Stored items from a collection:

┄┄┄┄┄┄┄┄┄┄

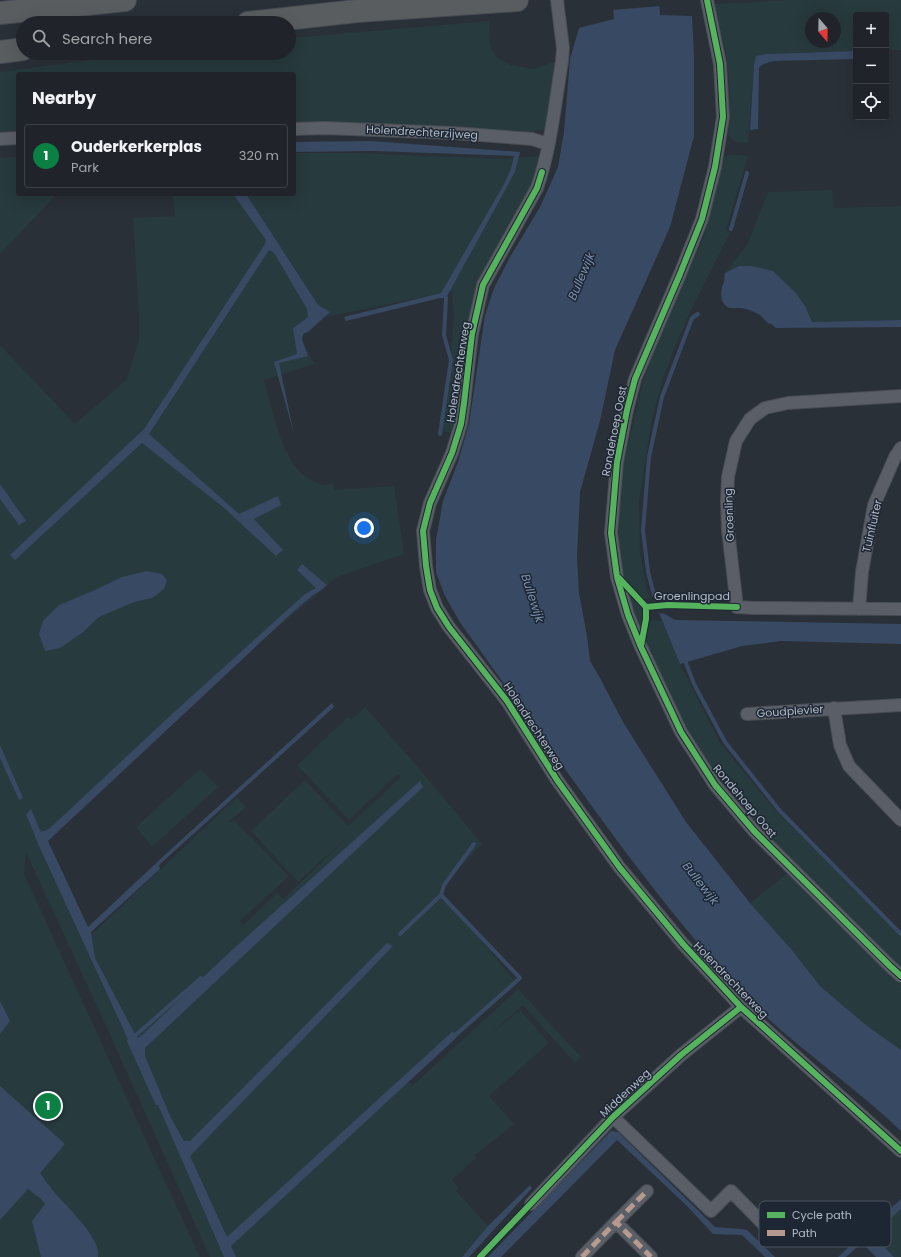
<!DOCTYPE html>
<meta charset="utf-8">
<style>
:root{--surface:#20242a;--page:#2d3036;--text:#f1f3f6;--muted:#a2a4a8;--line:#3d4147;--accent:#0b8043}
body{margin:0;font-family:Poppins,sans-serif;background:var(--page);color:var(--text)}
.controls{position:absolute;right:12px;top:12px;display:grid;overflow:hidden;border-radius:4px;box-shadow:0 4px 16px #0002}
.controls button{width:36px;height:36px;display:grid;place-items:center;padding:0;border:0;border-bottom:1px solid var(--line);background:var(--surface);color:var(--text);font:20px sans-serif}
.compass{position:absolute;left:805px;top:12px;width:36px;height:36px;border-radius:50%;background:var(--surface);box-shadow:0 4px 16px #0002;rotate:160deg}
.you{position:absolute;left:364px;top:528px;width:14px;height:14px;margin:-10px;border:3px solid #fff;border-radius:50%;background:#1a73e8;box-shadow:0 0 0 6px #1a73e833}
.badge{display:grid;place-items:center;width:26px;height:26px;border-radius:50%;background:var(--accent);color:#fff;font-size:13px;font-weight:700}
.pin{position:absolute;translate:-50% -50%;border:2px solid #fff;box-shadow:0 1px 4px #0006}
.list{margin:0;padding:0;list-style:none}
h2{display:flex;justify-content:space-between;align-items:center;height:52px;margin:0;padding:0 16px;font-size:17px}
h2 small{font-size:13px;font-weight:400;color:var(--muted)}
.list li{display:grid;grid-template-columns:26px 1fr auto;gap:12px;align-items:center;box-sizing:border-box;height:64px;margin:0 8px 8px;padding:0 8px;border:1px solid var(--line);border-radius:4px}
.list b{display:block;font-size:15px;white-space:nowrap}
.list p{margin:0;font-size:13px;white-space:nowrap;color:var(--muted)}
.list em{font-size:13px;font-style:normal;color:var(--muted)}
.icon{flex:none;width:22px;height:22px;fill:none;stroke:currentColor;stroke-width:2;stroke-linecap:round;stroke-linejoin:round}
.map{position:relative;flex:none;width:901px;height:1257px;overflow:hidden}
.search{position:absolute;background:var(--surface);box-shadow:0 4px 16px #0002;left:16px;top:16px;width:280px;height:44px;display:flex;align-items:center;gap:10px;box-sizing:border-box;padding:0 14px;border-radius:22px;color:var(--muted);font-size:15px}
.panel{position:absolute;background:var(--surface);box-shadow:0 4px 16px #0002;left:16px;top:72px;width:280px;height:124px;border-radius:4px}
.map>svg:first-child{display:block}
.green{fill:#273a3e;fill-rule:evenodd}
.water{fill:#384963}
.pier{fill:#2a3038}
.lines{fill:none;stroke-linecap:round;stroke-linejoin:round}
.stream{stroke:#384963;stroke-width:4}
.minor-casing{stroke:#484c53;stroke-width:14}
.motorway-casing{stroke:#474c53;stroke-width:24}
.minor{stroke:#5a5e66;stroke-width:12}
.motorway{stroke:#5a5d60;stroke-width:22}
.quiet{stroke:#b69a8f;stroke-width:5;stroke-dasharray:10 5;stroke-linecap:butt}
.cycleway-casing{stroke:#1d2633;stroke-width:8}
.cycleway{stroke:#56b35d;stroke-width:6}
.labels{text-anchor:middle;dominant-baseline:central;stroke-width:3;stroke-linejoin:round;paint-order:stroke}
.street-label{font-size:11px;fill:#b4bcc9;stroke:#1d2633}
.water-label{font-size:12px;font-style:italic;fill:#7c92b1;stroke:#1d2633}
.key{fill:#1d2633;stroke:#4a5360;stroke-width:1}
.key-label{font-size:11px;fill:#b4bcc9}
</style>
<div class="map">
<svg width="901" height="1257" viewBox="0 0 901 1257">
<rect width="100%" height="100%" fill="#2a3038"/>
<path class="green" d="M786,0H901V50H886V15H856V51L766,54L754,65L748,143L735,142L728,135C729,108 731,81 726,55C723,37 718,20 713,4L760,2ZM811,18H835V42H811Z
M489,21L490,44L496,57L511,65L533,69L556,61L547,129L532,132L294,125V74H18V135L0,136V72L145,53H289V38Z
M294,153H357L507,159L537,156L538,157L535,178L515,213L485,271L455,432H442L452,342L454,315L452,291L321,318L309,331L303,334L302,339L314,364L264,380C271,405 282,457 302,474C308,479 317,482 324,486L333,483L334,490L394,486L404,554L337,577L274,630L42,840L87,939L237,797L246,807L229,822L230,823L234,820L289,876L240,921L243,925L277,893L283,899L349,836L298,882L251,831L305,780L348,826L401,777L398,774L349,820L297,765L348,717L351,720L365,707L417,766L482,844L446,882L440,890L517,984L408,1081L412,1086L518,989L581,1057L575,1063L523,1005L490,1035L520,1010L549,1043L489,1096L514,1124L475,1155L476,1158L452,1180L458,1187L456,1191L488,1226L462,1257H210L107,1028L26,852L24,874L150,1149L200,1257H0V345L75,424L127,379L139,339V318L133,218L175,216L173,197L169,194H294Z
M730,154L748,156L726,230L730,233L691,310L674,349L661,384L651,424L639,502L640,552L646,588L651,598L644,599L624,579L619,552L618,505L624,463L643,382L657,341L704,236L723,158Z
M18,157V194H57L0,254V158Z
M832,190L834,208L901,206V320L812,322L806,308L773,271L752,266H739L725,273L747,245L768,192Z
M626,590L643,607L644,617L643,630H640L625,591Z
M652,620L662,621L680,664L720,743L777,812L901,935V968L847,916L766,834L709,765L687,731L649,649C646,639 645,630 652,620Z
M200,769L218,787L152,847L136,827Z
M788,873L814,901L901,985V1050L866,1025L821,987L791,949L750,903Z
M901,1209V1257H894L873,1235Z"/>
<path class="water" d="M613,0H659L660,15L692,16L694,56V136L670,227L615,350L600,421L580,492L577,557L579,593L587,636L590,661L600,678L623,722L686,822L750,903L791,949L821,987L866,1025L901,1050V1131C850,1082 790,1044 742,993C686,933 636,867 588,801C545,741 502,681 459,621L445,596L436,572V540L443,501L458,462L469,424L485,315L494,288L510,257L540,207L558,167L564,132L570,59L579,28L614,19Z
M856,51V59L774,61C768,63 762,63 759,68L758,129L750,130L754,65L756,56L766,54Z
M371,141L520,152L515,172L446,298H440L346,321L344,317L441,293L504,184L511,169L514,156L373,151L294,152V142Z
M233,194H246L318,305L330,312L309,331L303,334L302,340L308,356L279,363L294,434L274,362L297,354L293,328L308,317L307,309L274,253L269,250L149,434L239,514L278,496L281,505L254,519L283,550L276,556L223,507L142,443L15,560L10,555L144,429L265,244L266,240Z
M739,266H752L773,271L796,293L806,308L812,322L901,320V327L776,328L771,324L768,323L760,315L752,311L742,308H729L726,306L722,301L721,294L722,287L724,282L725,273Z
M0,484L26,521L19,525L0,499Z
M302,564L327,585L320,591L313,595L295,610L48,841L88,927L169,851L332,703L334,707L159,865L160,869L91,932L95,958L137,1038L141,1036L232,950L420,781L423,787L145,1048V1056L171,1118L184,1141H190L387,943L393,946L190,1156L227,1237L453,1031L456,1038L231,1246L236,1257H224L155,1098L39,846L26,814L31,809L41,832L49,829L172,714L305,594L316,588L297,570Z
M147,571L162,574L167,580L164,589L152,598L134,602L99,617L82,633L60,648L45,651L39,634L43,621L59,605L95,590L122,577Z
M659,613L665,614L675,620L901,624V644L781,641L742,646L680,664Z
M0,745L23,798L19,800L0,758Z
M0,1001L10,1021L0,1034Z
M0,1086L65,1144L40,1173C45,1180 50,1187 55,1193C67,1207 102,1239 98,1257H41L32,1221L45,1204L40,1198L28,1189L0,1220Z
M611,1131L618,1132L715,1227L741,1229L747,1230L775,1257H765L742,1235L713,1234L687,1206L617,1140L501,1257H488L513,1231Z
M530,1185L532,1188L469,1257H462L488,1226Z
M901,1199V1209L873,1235L894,1257H876L862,1243L846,1257H838Z"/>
<path class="pier" d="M611,0H661V6L611,10Z"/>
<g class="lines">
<path class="stream" d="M731,229L747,173
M440,434L451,360L444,335L446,298
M654,595L648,572L643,530L649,457L662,397L692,318L698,314
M686,663L694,684L725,742L780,811L901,934
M441,895L520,978L452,1038
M400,934L441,895L444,885L474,844
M157,1103L129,1041L201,978"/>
<g class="minor-casing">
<path id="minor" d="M557,0L563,48L562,61C555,103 551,148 537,188L483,285L472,334L464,403L461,424L452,453L430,503L423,531L426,566L430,590L437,608L449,627L507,701L557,780L620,868L683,944L741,1007L901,1151
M707,0L720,64L723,117L715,167L702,219L680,274L635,379L627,410L617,462L611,533L617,577L628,615L641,647L681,732L715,785L754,831L890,966L901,976
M294,129L324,128L453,133L532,139L548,144
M0,139L18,138
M901,396L788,403L765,408L750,419L736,441L728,477L727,502L728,530L737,607L754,608L901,609
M859,609L862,572L874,505L895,457L901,448
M834,708L840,745L849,766L901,820
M747,714L901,705
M613,1117L711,1211L731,1191L779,1240
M531,1204L613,1117L681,1055L741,1007
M616,1222L647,1191
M582,1257L616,1222L651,1257"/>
</g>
<g class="motorway-casing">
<path id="motorway" d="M0,13L125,0
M248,23L357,11L517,0
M0,52L23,49"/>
</g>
<use href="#minor" class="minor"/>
<use href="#motorway" class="motorway"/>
<path class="quiet" d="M616,1222L647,1191
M582,1257L616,1222L651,1257"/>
<g class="cycleway-casing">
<path id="cycleway" d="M707,0L720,64L723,117L715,167L702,219L680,274L635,379L627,410L617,462L611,533L617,577L628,615L641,647L681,732L715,785L754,831L890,966L901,976
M542,172L537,188L483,285L472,334L464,403L461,424L452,453L430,503L423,531L426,566L430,590L437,608L449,627L507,701L557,780L620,868L683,944L741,1007L901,1151
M619,578L646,607V619L641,646
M646,607L668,605L737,607
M480,1257L613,1117L681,1055L741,1007"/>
</g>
<use href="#cycleway" class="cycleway"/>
</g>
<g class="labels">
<g class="street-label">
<text transform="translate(422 132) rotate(3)">Holendrechterzijweg</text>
<text transform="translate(458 372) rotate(-81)">Holendrechterweg</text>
<text transform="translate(614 431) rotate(-79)">Rondehoep Oost</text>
<text transform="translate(729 515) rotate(-92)">Groenling</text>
<text transform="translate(872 526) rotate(-77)">Tuinfluiter</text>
<text x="692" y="596">Groenlingpad</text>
<text transform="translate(790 711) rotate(-4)">Goudplevier</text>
<text transform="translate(534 726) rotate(57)">Holendrechterweg</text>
<text transform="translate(745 801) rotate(50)">Rondehoep Oost</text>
<text transform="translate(731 980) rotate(46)">Holendrechterweg</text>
<text transform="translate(625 1093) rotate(-43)">Middenweg</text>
</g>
<g class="water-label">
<text transform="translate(581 276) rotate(-67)">Bullewijk</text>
<text transform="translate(533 598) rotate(72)">Bullewijk</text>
<text transform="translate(701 883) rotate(52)">Bullewijk</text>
</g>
</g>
<rect x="759" y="1201" width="132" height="46" rx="6" class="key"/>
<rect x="767" y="1212" width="18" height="6" fill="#56b35d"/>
<rect x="767" y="1230" width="18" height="6" fill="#b69a8f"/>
<g class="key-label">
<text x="792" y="1219">Cycle path</text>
<text x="792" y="1237">Path</text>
</g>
</svg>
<div class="controls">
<button>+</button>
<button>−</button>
<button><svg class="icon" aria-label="locate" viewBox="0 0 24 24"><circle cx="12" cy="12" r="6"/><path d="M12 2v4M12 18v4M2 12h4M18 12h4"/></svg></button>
</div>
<svg class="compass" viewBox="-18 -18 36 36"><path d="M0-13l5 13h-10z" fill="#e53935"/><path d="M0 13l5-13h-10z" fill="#a2a4a8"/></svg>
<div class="you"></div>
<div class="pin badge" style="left:48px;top:1106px">1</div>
<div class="search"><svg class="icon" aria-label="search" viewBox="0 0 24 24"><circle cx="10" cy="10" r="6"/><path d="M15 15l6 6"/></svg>Search here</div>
<section class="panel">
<h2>Nearby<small></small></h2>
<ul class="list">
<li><span class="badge">1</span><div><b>Ouderkerkerplas</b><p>Park</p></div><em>320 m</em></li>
</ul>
</section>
</div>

┄┄┄┄┄┄┄┄┄┄

▸ **Your instructions**
Each line of the records with the word "solid" in it is to be copied.

▸ **Answer to this problem**
.controls button{width:36px;height:36px;display:grid;place-items:center;padding:0;border:0;border-bottom:1px solid var(--line);background:var(--surface);color:var(--text);font:20px sans-serif}
.you{position:absolute;left:364px;top:528px;width:14px;height:14px;margin:-10px;border:3px solid #fff;border-radius:50%;background:#1a73e8;box-shadow:0 0 0 6px #1a73e833}
.pin{position:absolute;translate:-50% -50%;border:2px solid #fff;box-shadow:0 1px 4px #0006}
.list li{display:grid;grid-template-columns:26px 1fr auto;gap:12px;align-items:center;box-sizing:border-box;height:64px;margin:0 8px 8px;padding:0 8px;border:1px solid var(--line);border-radius:4px}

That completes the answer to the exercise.